Once the node has recovered itself, the condition will be set to False
and the taint is removed. Our workload is scheduled and will put the node under pressure again.
$ kubectl describe node -l demo=node-pressure
[...]
Events:
Type Reason Age From Message
---- ------ ---- ---- -------
Normal NodeHasSufficientMemory 10m (x5 over 46d) kubelet Node <DEDUCTED>.eu-central-1.compute.internal status is now: NodeHasSufficientMemory
Warning EvictionThresholdMet 85s (x4 over 27m) kubelet Attempting to reclaim memory
Normal NodeHasInsufficientMemory 75s (x4 over 26m) kubelet Node <DEDUCTED>.eu-central-1.compute.internal status is now: NodeHasInsufficientMemory
Simply run a helm upgrade
command from the root of this repository:
helm upgrade --install node-pressure ./node-pressure --namespace parallel-processing --create-namespace
If you run dynatrace-fluentbit for log collection, make sure to tolerate the following:
tolerations:
- key: "node.kubernetes.io/memory-pressure"
operator: "Exists"
effect: "NoSchedule"
- key: "memory-pressure-demo"
operator: "Exists"
effect: "NoExecute"
Helm uninstall will get rid of everything but the namespaces. Thus we need to issue a kubectl delete manually to finish the cleanup.
Note
The faultInjection.namespace
will be left regardless. It is used by many of our charts, so we will not delete it.
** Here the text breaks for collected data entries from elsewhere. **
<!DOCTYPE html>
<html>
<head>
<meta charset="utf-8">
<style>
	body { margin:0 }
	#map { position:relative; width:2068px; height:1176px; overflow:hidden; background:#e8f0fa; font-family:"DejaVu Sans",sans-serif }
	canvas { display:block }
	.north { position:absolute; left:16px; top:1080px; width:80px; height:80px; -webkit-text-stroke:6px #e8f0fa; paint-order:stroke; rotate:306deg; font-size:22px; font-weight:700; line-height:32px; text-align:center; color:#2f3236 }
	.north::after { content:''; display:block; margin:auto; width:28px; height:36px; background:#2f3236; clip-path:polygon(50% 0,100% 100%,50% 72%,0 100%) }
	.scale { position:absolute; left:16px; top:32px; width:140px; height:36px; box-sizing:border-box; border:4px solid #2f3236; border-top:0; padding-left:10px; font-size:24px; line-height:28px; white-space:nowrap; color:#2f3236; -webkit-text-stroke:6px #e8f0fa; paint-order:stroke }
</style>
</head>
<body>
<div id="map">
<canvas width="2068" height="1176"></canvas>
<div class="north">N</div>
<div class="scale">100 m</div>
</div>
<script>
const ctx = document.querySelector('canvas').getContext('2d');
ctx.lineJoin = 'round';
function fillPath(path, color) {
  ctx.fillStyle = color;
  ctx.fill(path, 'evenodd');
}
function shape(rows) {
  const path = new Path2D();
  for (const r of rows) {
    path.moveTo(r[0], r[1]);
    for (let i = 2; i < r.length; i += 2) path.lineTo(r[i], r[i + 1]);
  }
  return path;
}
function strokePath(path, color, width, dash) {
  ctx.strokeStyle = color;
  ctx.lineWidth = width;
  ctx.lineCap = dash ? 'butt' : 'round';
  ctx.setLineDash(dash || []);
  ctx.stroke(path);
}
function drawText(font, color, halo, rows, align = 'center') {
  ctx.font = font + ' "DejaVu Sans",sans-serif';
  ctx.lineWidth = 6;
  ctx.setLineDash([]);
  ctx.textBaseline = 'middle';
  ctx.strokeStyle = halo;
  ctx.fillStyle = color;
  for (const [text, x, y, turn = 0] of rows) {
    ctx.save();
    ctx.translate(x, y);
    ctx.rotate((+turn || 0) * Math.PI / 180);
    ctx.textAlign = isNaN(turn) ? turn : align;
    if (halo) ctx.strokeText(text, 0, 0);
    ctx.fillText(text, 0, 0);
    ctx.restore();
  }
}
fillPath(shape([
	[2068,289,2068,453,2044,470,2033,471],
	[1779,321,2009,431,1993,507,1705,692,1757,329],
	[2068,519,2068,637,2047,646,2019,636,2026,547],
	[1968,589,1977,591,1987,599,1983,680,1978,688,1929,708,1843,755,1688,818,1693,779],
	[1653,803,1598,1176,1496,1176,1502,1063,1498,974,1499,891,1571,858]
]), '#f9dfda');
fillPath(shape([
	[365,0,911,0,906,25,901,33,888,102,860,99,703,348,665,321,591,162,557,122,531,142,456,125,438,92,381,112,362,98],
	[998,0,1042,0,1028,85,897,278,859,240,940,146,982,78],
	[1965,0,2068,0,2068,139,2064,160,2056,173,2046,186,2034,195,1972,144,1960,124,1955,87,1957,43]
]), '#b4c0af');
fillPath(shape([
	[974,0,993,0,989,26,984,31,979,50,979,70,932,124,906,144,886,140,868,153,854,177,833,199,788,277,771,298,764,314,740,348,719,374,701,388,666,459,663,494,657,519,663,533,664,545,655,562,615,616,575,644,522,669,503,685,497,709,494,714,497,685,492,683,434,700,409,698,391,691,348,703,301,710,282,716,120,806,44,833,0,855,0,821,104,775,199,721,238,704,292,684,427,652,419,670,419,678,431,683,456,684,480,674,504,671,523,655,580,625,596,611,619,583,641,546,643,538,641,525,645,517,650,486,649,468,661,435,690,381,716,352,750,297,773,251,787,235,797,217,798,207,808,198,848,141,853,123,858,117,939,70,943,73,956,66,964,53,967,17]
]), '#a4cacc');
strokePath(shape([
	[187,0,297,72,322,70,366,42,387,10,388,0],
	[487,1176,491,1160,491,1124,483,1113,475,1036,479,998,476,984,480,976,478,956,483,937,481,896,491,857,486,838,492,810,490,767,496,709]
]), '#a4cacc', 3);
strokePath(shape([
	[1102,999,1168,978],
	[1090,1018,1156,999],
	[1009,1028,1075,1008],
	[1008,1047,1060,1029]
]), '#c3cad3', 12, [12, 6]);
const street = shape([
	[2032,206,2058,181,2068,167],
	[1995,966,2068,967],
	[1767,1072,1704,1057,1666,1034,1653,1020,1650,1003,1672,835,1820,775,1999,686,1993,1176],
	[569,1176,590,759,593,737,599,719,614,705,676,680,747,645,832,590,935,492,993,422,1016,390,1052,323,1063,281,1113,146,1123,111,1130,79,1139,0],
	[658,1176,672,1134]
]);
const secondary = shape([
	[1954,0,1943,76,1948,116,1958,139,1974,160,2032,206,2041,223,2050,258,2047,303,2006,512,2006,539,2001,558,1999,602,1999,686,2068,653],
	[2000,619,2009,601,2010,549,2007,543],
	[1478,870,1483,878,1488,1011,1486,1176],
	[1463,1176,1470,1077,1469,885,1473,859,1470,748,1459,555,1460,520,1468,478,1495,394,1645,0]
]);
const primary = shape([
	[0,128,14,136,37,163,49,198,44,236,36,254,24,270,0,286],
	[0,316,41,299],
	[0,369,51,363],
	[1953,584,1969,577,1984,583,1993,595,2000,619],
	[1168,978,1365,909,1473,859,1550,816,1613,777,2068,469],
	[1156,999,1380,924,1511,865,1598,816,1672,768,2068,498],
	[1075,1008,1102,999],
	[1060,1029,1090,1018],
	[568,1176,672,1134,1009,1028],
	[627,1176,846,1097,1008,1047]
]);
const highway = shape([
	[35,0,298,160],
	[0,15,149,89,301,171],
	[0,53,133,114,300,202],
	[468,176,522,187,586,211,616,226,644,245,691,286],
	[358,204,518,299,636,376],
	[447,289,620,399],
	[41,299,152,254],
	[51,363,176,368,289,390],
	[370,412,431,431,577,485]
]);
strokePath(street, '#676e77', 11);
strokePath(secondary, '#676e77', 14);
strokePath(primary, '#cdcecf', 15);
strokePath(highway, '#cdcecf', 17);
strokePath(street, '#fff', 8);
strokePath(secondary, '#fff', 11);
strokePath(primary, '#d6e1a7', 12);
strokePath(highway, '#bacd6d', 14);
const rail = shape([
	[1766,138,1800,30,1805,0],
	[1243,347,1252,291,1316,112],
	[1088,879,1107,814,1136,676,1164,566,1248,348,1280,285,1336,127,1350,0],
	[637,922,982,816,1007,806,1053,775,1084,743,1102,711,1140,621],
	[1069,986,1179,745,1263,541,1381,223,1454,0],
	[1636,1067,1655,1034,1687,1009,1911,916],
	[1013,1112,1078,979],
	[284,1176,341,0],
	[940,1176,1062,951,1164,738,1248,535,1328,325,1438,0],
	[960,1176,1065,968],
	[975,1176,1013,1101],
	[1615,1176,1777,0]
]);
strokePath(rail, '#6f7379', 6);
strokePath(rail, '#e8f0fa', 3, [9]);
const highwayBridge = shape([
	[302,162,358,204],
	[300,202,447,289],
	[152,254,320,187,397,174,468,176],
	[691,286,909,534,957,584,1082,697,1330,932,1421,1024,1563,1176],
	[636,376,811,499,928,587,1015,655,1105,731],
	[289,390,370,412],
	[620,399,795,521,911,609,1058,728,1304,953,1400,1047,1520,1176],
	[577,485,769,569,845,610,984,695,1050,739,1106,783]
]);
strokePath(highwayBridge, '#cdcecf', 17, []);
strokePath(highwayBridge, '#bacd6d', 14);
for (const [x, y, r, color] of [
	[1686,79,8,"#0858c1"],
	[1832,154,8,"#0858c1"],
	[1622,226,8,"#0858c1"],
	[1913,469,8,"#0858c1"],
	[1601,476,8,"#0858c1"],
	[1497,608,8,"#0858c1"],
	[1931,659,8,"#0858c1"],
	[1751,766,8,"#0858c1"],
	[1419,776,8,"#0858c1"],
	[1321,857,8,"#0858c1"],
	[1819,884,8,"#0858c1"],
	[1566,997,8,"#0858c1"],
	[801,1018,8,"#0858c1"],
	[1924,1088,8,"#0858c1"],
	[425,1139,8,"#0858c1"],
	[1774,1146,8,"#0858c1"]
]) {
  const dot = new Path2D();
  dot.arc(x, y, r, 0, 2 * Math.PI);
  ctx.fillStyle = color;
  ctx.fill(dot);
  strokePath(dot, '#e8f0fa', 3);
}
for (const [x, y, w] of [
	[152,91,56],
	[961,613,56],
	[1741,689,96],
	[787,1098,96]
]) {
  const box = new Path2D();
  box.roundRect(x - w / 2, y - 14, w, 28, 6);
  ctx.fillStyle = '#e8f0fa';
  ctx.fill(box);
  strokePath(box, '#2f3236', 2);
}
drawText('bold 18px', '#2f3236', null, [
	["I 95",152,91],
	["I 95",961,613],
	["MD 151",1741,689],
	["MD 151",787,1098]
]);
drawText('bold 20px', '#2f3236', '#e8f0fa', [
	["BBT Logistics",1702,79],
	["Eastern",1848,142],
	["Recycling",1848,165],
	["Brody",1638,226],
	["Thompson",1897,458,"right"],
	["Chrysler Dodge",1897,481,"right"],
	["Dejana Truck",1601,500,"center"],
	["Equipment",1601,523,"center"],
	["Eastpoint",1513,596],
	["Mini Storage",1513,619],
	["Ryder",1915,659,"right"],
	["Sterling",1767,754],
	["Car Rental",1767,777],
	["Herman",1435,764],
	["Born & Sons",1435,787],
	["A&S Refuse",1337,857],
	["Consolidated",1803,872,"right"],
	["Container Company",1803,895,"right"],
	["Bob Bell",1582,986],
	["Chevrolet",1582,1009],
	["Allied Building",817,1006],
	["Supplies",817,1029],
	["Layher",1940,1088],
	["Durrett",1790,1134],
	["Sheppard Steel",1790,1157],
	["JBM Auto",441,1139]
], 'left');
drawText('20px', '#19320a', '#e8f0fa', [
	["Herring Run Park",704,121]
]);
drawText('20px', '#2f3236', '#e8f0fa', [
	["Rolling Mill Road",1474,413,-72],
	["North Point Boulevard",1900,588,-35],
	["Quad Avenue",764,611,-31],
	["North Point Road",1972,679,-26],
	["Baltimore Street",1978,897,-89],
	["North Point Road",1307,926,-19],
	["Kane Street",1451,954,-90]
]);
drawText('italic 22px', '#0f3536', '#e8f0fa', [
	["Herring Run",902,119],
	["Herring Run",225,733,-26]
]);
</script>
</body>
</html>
Please remove it manually when you are sure it's not needed anymore.
helm uninstall node-pressure --namespace parallel-processing
kubectl delete namespace parallel-processing
We are using the stress-ng
tool to cause memory pressure on the host. More details on the usage of this tool can be found in Ubuntu Wiki or on GitHub.